Kapitalizmin "geri dönüşü" ile, Rus şehirlerindeki devasa "sahipsiz" alanlar büfeler, otoparklar, ticaret pavyonları ve pazarlar tarafından işgal edildi. Evler, sakinlerin "kendi" bölgelerini belirlemeye çalıştıkları yardımlarla dışarıdan gelen bariyerler ve çitler ile çevrilmeye başlandı. İnsanlar arasında bir eşitsizlik duygusu uyandıran, "yabancılar" a düşman olan son derece nahoş bir ortam ortaya çıkıyor.

Batıda bu alanlar giderek marjinalleşmiş gettolar haline geldi. Başlangıçta, genç, oldukça başarılı yuppiler tarafından yerleştirilmişlerdi, onlar için dış mahallelerde yeni bir bina kendi evleri olacaktı. Ancak, başarılı olurlarsa, çok geçmeden bu tür konutları daha prestijli konutlarla değiştirdiler ve daha az başarılı vatandaşlara yol açtılar. Bu nedenle Paris ve Londra banliyöleri Arap ve Afrika ülkelerinden gelen göçmenler için bir sığınak ve yüksek sosyal gerilimin olduğu bir yer haline geldi.

Mimarlar, sanatçılar gibi kompozisyon tercihlerine göre şehirler ve yeni semtler planladılar. Ancak maketlerde ideal bir ütopya gibi görünen bu yeni mahalleler, ikame etmeleri gereken tarihi mahallelerle kalite olarak kıyaslanamayacak şekilde, sakinleri için elverişsiz yaşam koşulları haline geldi. 1970'lerde, çok geçmeden dünyanın farklı ülkelerinde inşa edilen mahallelerin ve konut komplekslerinin yıkılması başladı.

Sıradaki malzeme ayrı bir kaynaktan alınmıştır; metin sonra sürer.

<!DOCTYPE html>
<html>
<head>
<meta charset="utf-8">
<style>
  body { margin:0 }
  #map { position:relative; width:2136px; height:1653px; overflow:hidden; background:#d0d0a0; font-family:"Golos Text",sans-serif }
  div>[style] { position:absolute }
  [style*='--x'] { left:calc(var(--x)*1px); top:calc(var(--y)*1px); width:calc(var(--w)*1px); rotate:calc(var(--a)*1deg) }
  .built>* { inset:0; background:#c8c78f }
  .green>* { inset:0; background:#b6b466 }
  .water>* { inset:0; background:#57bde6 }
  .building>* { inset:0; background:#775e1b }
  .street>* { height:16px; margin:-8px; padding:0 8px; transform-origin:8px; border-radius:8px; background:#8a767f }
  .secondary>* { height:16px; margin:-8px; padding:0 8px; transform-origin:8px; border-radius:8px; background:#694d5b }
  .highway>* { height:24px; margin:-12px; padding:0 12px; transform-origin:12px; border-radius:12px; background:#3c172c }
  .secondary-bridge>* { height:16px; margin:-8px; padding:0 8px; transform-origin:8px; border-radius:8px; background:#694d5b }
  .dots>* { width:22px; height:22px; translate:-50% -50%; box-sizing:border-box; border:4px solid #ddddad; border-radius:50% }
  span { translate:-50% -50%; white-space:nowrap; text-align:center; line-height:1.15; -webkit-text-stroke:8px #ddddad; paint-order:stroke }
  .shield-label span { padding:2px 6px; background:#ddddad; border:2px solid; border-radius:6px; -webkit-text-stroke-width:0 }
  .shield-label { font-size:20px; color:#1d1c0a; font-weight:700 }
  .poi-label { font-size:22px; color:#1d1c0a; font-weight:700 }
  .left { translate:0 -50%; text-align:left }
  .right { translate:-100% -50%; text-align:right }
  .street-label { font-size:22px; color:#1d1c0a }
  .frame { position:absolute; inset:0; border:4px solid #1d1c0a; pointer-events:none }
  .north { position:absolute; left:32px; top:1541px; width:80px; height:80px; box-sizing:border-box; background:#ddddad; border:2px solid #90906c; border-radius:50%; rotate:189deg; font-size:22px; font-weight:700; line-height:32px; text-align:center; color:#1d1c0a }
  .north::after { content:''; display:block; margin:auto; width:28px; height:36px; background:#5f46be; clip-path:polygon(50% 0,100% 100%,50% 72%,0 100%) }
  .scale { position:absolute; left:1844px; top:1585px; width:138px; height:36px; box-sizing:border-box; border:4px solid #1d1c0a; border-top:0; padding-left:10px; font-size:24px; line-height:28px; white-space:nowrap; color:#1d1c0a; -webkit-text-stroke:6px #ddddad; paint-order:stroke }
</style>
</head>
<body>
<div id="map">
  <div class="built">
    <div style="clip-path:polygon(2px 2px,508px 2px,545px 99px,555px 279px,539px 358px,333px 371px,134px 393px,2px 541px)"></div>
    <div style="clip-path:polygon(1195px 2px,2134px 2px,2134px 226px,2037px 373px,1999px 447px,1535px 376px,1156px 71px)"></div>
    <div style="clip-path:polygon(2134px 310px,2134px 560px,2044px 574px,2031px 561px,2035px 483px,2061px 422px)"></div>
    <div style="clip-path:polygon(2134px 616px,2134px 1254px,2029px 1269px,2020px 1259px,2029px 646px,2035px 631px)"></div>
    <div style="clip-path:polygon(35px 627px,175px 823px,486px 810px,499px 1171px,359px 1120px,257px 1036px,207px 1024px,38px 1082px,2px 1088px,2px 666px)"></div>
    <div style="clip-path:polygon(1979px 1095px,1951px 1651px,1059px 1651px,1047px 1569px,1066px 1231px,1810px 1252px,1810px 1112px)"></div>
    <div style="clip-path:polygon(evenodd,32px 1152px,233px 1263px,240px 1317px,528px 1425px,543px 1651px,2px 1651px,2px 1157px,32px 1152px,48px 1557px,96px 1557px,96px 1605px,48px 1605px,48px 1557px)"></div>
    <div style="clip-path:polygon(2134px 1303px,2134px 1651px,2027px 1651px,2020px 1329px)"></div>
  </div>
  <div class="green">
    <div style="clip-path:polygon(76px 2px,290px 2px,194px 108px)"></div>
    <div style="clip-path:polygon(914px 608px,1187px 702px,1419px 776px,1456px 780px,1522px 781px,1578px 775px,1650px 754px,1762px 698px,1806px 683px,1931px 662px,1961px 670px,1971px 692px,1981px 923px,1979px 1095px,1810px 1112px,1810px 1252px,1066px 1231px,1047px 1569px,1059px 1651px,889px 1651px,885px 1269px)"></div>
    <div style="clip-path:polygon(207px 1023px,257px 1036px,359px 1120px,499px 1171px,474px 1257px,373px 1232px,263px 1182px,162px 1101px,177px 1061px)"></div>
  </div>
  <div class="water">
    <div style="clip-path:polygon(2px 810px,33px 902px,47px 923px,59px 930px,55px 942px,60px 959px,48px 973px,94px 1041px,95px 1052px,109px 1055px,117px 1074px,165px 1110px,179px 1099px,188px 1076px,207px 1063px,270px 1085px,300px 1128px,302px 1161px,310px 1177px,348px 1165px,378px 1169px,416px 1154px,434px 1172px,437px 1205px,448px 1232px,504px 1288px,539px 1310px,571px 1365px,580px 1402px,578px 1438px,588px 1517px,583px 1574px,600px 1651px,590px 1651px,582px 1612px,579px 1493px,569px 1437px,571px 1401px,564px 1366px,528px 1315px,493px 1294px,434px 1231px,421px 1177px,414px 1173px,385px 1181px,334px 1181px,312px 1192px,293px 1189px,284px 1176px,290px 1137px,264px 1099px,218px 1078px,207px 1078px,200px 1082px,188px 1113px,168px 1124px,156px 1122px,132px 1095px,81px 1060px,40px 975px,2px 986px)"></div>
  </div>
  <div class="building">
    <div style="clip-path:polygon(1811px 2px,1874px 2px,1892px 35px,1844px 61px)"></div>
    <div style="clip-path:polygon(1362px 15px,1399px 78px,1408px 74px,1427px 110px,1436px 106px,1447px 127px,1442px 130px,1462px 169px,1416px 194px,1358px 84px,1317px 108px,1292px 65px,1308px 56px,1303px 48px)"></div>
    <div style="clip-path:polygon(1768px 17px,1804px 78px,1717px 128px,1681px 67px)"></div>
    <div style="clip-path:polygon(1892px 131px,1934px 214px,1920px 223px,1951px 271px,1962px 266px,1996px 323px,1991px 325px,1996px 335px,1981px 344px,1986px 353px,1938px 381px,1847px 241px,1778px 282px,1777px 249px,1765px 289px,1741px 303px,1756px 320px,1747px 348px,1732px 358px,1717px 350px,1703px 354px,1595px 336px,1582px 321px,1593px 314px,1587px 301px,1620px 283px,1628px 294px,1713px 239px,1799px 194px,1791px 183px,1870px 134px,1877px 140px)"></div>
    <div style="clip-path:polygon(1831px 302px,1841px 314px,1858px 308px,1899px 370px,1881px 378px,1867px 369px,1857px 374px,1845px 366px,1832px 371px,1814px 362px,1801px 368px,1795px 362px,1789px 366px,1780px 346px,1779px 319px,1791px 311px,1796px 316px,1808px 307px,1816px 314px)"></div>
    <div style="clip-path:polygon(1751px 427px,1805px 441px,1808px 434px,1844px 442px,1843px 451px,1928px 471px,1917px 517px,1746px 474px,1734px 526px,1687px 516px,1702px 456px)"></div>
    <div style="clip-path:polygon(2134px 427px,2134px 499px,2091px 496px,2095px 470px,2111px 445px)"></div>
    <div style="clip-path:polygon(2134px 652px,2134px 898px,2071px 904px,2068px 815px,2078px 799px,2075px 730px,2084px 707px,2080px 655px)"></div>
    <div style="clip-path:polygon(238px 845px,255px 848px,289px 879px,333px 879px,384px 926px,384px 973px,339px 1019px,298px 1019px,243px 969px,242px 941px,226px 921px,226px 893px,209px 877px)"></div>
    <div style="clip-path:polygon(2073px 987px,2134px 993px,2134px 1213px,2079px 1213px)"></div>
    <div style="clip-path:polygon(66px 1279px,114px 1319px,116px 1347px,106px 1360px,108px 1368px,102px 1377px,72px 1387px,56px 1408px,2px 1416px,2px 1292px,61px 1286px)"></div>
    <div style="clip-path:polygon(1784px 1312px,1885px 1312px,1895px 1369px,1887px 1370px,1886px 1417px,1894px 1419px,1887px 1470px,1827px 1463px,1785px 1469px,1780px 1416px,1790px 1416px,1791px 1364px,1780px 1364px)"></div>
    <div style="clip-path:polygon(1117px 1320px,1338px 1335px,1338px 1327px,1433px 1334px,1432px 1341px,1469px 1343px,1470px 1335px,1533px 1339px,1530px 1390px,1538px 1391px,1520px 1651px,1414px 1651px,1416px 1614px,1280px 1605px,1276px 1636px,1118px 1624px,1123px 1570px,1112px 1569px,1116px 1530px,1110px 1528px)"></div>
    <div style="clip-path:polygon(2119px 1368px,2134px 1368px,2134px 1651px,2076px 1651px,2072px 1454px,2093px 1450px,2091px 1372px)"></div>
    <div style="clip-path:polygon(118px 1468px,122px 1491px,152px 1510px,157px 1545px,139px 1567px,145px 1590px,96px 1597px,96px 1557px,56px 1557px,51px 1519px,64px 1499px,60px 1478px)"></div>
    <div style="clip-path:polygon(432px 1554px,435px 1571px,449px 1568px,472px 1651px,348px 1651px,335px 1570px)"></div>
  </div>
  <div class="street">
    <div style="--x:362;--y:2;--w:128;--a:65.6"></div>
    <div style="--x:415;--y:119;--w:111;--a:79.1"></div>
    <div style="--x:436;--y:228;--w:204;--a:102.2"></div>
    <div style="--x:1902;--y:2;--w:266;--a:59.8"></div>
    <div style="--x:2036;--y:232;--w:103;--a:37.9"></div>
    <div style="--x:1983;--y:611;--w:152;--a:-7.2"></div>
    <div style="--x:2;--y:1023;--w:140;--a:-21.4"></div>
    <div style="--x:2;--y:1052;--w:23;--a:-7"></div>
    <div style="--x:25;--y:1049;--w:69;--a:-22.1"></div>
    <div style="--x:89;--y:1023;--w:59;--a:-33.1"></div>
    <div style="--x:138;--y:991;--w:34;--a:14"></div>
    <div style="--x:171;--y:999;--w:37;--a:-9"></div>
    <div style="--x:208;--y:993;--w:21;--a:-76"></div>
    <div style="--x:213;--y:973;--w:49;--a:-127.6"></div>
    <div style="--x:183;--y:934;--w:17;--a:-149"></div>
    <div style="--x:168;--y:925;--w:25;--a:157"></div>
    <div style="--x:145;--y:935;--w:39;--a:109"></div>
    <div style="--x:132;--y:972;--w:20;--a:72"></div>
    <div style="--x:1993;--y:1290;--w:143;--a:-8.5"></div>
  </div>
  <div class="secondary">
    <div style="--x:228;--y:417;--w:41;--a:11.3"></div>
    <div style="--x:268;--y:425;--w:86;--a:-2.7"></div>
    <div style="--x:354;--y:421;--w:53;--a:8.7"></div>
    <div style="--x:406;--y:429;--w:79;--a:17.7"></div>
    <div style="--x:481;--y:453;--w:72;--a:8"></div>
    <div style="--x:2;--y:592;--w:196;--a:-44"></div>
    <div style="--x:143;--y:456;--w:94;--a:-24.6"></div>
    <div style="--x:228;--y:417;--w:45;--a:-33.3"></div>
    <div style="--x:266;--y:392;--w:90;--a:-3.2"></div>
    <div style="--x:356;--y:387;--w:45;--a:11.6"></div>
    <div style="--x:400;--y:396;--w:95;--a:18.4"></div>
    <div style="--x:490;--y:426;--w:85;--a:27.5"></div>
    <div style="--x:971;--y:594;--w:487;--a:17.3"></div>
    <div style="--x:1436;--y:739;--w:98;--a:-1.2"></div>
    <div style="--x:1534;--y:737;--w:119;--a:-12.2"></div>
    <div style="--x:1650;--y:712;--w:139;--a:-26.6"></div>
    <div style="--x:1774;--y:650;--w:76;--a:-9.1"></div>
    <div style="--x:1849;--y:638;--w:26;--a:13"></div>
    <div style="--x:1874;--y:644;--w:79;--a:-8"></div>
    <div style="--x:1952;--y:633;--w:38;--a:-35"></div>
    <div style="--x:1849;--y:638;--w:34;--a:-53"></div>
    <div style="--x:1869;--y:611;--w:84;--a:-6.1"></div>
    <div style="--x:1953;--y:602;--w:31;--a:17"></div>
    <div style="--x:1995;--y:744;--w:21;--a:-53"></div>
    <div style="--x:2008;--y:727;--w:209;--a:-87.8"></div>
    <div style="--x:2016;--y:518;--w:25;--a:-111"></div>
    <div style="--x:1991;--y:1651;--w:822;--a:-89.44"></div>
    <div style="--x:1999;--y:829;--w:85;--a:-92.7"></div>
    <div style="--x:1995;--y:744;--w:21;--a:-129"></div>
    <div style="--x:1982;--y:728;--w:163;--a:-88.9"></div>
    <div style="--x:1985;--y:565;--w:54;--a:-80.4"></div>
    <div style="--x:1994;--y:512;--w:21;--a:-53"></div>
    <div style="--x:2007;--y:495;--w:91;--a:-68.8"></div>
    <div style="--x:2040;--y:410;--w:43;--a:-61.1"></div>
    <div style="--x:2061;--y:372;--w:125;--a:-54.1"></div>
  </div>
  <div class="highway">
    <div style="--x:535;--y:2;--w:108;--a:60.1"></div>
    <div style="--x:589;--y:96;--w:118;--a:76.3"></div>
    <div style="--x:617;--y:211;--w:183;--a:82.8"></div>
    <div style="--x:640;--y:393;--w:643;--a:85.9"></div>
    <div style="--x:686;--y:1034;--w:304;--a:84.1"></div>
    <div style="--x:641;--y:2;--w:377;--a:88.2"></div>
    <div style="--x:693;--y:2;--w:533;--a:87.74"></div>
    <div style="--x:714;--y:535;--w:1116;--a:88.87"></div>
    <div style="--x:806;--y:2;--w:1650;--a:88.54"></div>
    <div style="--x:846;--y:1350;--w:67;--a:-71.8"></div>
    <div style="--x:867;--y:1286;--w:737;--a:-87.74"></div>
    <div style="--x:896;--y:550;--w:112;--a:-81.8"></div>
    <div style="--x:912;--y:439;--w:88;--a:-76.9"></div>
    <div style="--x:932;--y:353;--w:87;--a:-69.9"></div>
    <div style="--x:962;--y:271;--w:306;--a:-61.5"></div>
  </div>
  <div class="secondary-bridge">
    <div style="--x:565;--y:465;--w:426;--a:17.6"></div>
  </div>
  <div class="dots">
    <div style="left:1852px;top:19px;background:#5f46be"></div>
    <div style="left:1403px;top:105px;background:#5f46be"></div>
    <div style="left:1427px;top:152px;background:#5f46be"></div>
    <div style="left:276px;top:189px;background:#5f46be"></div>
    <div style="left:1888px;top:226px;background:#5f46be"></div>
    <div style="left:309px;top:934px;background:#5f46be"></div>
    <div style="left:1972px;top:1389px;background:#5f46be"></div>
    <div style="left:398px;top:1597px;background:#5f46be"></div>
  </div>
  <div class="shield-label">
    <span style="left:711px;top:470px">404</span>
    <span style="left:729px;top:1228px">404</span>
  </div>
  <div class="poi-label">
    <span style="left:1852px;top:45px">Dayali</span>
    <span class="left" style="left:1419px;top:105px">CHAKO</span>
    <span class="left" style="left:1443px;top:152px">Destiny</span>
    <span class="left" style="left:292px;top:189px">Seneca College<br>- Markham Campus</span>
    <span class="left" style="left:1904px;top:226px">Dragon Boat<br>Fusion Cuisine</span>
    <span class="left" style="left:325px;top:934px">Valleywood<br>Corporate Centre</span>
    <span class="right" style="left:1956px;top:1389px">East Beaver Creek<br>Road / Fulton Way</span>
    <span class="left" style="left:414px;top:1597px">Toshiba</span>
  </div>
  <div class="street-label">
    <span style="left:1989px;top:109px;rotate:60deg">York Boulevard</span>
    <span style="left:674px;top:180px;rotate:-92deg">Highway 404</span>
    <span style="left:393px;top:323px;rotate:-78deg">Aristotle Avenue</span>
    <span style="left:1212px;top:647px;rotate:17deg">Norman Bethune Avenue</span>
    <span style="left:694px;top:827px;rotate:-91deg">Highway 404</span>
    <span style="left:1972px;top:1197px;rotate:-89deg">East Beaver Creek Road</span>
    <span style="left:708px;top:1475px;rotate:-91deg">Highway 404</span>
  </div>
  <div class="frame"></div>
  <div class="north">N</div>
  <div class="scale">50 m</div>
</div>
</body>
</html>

Северо-Чемской жилмассив в Новосибирске, фото с макета
Северо-Чемской жилмассив в Новосибирске, фото с макета
yakınlaştırma
yakınlaştırma
yakınlaştırma
yakınlaştırma
yakınlaştırma
yakınlaştırma
yakınlaştırma
yakınlaştırma

(Devam edecek)

[1] Kavram nihayet T. Garnier tarafından 1917'de yayınlanan "Industrial City" (Une cité Industrielle) adlı kitapta formüle edildi.

[2] Garnier, Tony. Une cité Industrielle. Etude pour la construction des villes. Paris, 1917; 2. baskı, 1932. Alıntı. Alıntı: Frampton K. Modern Mimarlık: Gelişim Tarihine Eleştirel Bir Bakış. M., 1990, S. 148.

[3] Bruno Taut, 1919-1920'de, nüfusun belirli gruplarına (inisiyeler, sanatçılar ve çocuklar) yönelik yerleşim alanlarının kent çekirdeği etrafında gruplandığı ütopik bir tarımsal yerleşim modeli önerdi - "şehir tacı".

[4] "Doğrusal Şehir" fikri ilk olarak 1859'da İspanyol mühendis Ildefonso Cerda tarafından Barselona'nın yeniden inşası planında önerildi ve 1930'da Ivan Leonidov ve Nikolai Milyutin tarafından yaratıcı bir şekilde geliştirildi.